Adjunct professor of law at the University of Ottowa and special lecturer with the division of epidemiology and public health at the University of Nottingham, David Sweanor spent more than 30 years fighting tobacco. He was even a pivotal force in persuading the Canadian government to introduce bans on cigarette advertising, higher taxes and smoke-free public places.
But now, Sweanor has split from many in the anti-smoking movement because he supports e-cigarettes.
“There’s a very strong abstinence-only part of what’s going on in the anti-smoking movement. I think it’s one of the most counter-productive things that we’ve ever seen,” Sweanor told Regulator Watch Saturday.
“We’ve known for decades people smoke for the nicotine, they die from the tar, they die from the smoke.
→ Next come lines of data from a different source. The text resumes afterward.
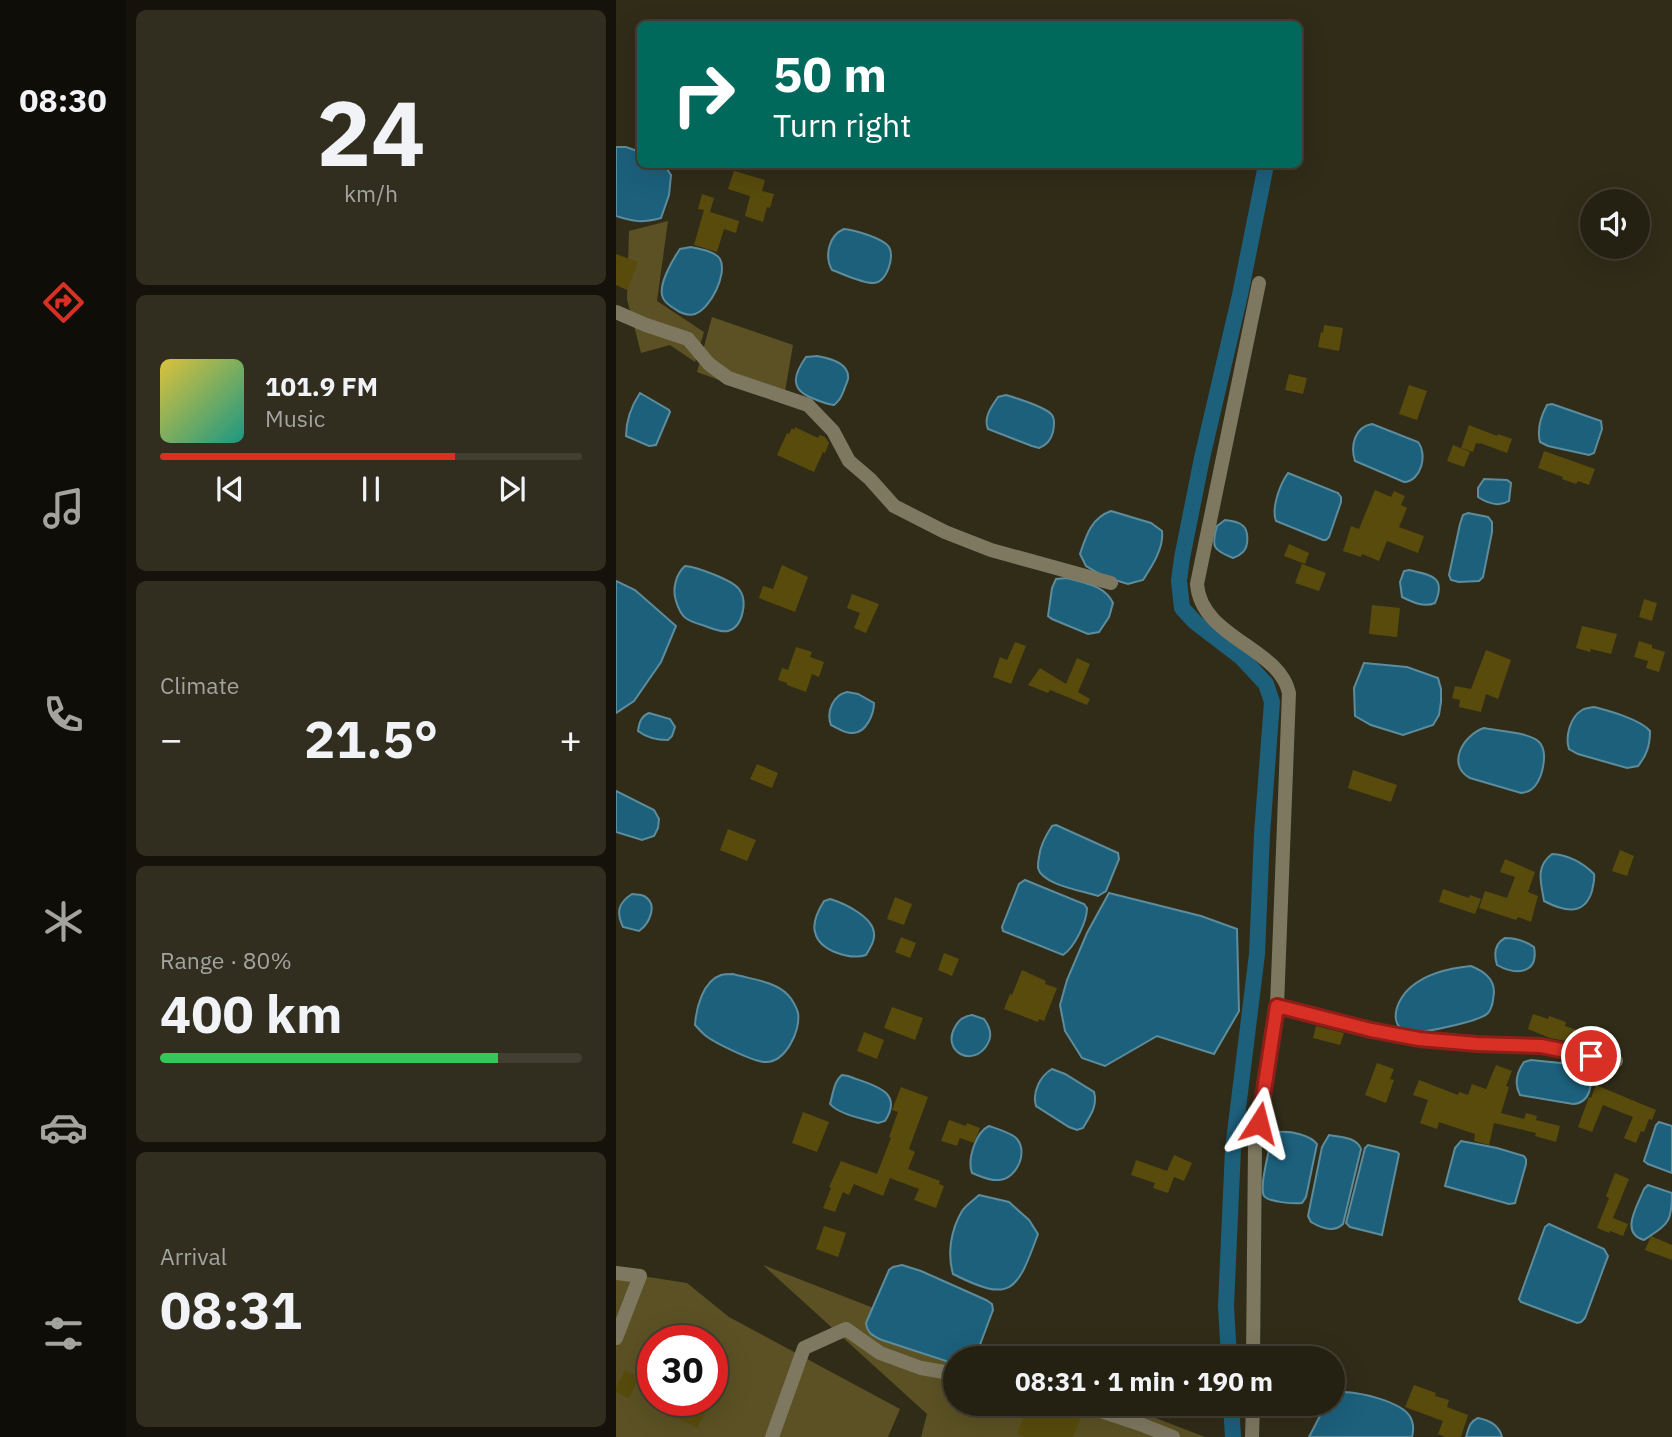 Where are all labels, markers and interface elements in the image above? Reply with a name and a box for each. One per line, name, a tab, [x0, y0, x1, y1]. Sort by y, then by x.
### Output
text: 50 m	[773, 42, 887, 105]
icon: right	[658, 49, 749, 140]
text: 24	[316, 73, 426, 191]
text: 08:30	[19, 79, 107, 121]
text: Turn right	[773, 104, 911, 146]
text: km/h	[344, 178, 398, 208]
map controls	[1580, 189, 1650, 259]
button: sound	[1580, 189, 1650, 259]
icon: directions	[39, 278, 88, 327]
text: 101.9 FM	[265, 369, 378, 403]
text: Music	[265, 403, 325, 433]
icon: previous	[211, 470, 249, 508]
icon: pause	[352, 470, 390, 508]
icon: next	[493, 470, 531, 508]
icon: music	[39, 484, 88, 533]
text: Climate	[160, 670, 239, 700]
icon: phone	[39, 690, 88, 739]
text: 21.5°	[304, 705, 438, 772]
text: −	[160, 714, 183, 763]
text: +	[559, 714, 582, 763]
icon: climate	[39, 897, 88, 946]
text: Range · 80%	[160, 945, 292, 975]
text: 400 km	[160, 980, 342, 1047]
pin	[1561, 1026, 1621, 1086]
icon: arrive	[1572, 1037, 1610, 1075]
position arrow	[1222, 1086, 1296, 1160]
icon: car	[39, 1103, 88, 1152]
text: Arrival	[160, 1241, 227, 1271]
text: 08:31	[160, 1276, 302, 1343]
icon: filters	[39, 1309, 88, 1358]
speed limit sign: 30	[637, 1325, 728, 1416]
text: 08:31 · 1 min · 190 m	[1015, 1364, 1273, 1398]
That the nicotine itself, that the dosage level somebody’s looking for is not particularly hazardous so it can be usefully compared to caffeine.”
Sweanor, who also worked for the World Bank and the World Health Organization to push tobacco control measures worldwide, explained lots of people consume substantial amounts of caffeine, but they do so in a way that causes very little harm.
“If we got our caffeine by smoking tea leaves rather than brewing tea, that too would be killing us not because of the caffeine but because we’d be sucking smoke into our lungs.”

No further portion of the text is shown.